New evidence of age-related decline in the brain's master circadian clock

July 25, 2011
Science Daily/University of California - Los Angeles
A new study of the brain's master circadian clock reveals that a key pattern of rhythmic neural activity begins to decline by middle age. The study may have implications for the enormous number of older people who have difficulty sleeping and adjusting to time changes.

"Aging has a profound effect on circadian timing," said Block, a professor of psychiatry and biobehavioral sciences and of physiological science. "It is very clear that animals' circadian systems begin to deteriorate as they age, and humans have enormous problems with the quality of their sleep as they age, difficulty adjusting to time-zone changes and difficulty performing shift-work, as well as less alertness when awake. There is a real change in the sleep-wake cycle.

"The question is, what changes in the nervous system underlie all of that? This paper suggests a primary cause of at least some of these changes is a reduction in the amplitude of the rhythmic signals from the SCN." The SCN, located in the hypothalamus, is the central circadian clock in humans and other mammals and controls not only the timing of the sleep-wake cycle but also many other rhythmic and non-rhythmic processes in the body.

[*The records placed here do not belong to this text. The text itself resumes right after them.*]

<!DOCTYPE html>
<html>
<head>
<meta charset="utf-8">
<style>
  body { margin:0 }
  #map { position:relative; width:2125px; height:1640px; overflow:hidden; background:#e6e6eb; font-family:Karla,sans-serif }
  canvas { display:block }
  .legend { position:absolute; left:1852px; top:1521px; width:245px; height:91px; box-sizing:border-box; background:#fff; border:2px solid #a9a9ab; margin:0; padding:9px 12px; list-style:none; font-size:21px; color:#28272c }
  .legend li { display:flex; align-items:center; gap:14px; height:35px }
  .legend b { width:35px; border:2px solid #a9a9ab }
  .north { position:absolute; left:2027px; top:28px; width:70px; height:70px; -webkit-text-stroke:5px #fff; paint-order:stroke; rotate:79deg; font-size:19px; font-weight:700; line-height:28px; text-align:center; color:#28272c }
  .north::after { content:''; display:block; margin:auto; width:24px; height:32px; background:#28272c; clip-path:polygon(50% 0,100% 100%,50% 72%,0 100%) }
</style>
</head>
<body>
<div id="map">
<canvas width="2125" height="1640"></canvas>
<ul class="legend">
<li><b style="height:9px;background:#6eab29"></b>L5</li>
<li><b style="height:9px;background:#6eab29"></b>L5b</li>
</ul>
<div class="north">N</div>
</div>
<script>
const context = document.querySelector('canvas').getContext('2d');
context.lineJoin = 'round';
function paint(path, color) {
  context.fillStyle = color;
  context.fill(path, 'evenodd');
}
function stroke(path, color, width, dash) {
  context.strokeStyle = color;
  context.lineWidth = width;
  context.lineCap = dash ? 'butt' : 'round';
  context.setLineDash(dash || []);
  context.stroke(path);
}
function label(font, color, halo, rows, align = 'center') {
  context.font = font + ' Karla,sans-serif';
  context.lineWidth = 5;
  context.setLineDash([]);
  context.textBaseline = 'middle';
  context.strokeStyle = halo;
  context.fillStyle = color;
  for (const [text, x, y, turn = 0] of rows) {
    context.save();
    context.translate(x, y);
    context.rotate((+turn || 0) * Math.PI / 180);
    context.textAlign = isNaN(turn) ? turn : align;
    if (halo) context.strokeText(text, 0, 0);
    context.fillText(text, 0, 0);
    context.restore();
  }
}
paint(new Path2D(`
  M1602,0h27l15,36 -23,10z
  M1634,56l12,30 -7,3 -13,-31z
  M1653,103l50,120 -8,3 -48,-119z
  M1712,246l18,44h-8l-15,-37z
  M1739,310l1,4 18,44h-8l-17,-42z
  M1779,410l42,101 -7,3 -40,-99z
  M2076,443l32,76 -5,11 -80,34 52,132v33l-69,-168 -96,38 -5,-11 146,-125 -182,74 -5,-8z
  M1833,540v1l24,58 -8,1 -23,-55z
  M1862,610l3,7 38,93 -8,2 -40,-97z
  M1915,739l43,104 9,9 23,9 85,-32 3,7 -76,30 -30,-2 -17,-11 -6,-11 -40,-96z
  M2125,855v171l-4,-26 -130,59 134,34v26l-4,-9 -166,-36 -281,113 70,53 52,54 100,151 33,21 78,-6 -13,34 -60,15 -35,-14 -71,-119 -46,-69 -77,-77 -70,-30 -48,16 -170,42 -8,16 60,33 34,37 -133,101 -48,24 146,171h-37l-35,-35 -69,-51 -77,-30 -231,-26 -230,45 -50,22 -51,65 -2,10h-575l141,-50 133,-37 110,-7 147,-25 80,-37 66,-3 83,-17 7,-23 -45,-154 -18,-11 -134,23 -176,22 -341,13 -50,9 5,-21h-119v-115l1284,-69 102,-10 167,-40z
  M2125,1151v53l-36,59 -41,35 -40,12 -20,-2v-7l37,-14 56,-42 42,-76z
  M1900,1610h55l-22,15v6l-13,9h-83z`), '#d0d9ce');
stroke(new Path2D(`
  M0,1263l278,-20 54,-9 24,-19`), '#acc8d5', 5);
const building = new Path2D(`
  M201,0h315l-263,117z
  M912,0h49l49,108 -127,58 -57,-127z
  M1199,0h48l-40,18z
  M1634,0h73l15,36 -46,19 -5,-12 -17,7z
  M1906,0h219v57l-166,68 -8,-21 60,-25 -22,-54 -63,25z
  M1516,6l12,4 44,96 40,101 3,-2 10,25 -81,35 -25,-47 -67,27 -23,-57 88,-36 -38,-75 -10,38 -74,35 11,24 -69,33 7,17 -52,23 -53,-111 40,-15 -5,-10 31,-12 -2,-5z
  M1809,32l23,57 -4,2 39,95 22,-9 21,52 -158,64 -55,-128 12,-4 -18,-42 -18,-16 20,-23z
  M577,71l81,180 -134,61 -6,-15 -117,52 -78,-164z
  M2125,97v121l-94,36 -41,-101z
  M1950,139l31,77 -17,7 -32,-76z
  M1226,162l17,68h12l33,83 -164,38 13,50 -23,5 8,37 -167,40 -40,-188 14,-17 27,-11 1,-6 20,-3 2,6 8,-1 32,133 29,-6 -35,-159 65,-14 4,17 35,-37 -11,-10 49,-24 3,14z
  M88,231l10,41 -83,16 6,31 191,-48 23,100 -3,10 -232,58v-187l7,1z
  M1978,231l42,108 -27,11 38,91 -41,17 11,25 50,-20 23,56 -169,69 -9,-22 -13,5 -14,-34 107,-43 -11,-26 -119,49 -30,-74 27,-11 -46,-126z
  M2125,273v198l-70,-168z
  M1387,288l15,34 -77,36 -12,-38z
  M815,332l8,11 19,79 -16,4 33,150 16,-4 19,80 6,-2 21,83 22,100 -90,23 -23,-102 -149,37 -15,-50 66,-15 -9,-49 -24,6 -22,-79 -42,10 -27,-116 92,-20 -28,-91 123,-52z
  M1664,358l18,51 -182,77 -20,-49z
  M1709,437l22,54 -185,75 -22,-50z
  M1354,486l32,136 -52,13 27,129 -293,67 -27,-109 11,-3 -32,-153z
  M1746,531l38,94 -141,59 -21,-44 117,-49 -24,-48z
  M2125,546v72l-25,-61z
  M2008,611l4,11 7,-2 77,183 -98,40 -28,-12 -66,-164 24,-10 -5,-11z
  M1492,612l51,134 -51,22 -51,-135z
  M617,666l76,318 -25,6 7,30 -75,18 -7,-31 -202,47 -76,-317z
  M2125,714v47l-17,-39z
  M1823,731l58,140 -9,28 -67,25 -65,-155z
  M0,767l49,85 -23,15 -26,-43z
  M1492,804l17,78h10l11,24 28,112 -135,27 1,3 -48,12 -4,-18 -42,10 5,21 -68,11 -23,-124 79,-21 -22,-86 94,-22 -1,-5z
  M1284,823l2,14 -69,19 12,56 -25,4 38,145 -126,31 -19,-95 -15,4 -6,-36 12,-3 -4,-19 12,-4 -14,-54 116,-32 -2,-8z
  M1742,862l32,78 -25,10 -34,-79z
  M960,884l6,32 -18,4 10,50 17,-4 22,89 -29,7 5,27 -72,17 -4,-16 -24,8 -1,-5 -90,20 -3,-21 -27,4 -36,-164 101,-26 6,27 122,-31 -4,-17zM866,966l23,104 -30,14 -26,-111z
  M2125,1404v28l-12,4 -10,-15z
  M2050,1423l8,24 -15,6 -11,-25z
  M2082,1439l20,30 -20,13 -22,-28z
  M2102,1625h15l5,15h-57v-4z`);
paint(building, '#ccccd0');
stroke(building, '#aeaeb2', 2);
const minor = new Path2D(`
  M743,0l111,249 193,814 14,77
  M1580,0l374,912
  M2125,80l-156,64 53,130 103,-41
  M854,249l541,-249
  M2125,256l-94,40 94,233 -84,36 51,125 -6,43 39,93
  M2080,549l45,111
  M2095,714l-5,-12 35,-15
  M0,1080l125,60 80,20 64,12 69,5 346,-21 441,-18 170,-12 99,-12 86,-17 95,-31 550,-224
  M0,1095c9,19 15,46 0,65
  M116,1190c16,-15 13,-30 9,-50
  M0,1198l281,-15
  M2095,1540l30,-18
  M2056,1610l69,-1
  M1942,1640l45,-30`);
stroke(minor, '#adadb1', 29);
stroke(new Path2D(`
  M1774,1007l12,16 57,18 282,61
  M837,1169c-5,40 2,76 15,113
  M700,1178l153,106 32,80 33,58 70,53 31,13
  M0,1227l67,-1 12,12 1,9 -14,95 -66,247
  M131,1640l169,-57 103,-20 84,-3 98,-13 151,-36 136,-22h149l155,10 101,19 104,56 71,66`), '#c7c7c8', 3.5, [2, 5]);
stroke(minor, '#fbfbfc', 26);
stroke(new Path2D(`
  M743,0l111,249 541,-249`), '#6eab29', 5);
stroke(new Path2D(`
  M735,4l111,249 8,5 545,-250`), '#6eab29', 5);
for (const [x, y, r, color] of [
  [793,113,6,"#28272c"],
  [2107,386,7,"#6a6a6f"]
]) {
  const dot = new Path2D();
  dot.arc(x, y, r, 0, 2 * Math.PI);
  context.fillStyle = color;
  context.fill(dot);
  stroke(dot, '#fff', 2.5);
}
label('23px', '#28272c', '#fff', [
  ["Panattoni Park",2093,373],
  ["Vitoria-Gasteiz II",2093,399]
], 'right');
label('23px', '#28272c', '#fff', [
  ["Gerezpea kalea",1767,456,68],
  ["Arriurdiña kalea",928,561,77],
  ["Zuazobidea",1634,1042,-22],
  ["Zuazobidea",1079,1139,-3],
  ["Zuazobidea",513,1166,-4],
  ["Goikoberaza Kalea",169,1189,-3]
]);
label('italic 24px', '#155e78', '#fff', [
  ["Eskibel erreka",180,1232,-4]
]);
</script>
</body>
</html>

"With many neurological disorders, patients have a hard time sleeping during the night and staying awake during the day," said Colwell, who was a postdoctoral fellow in Block's lab in the early 1990s at the University of Virginia. "One of the main clinical complaints of patients with Huntington's disease and Parkinson's disease is they cannot sleep and do not respond well to sleeping pills. We think the same dysfunction we see with normal aging occurs much earlier and more severely with these patients, and we hope that the treatment strategies we develop for aging can be applied to help patients with neurodegenerative diseases as well. If we learn what is going wrong, then we may be able to develop treatments."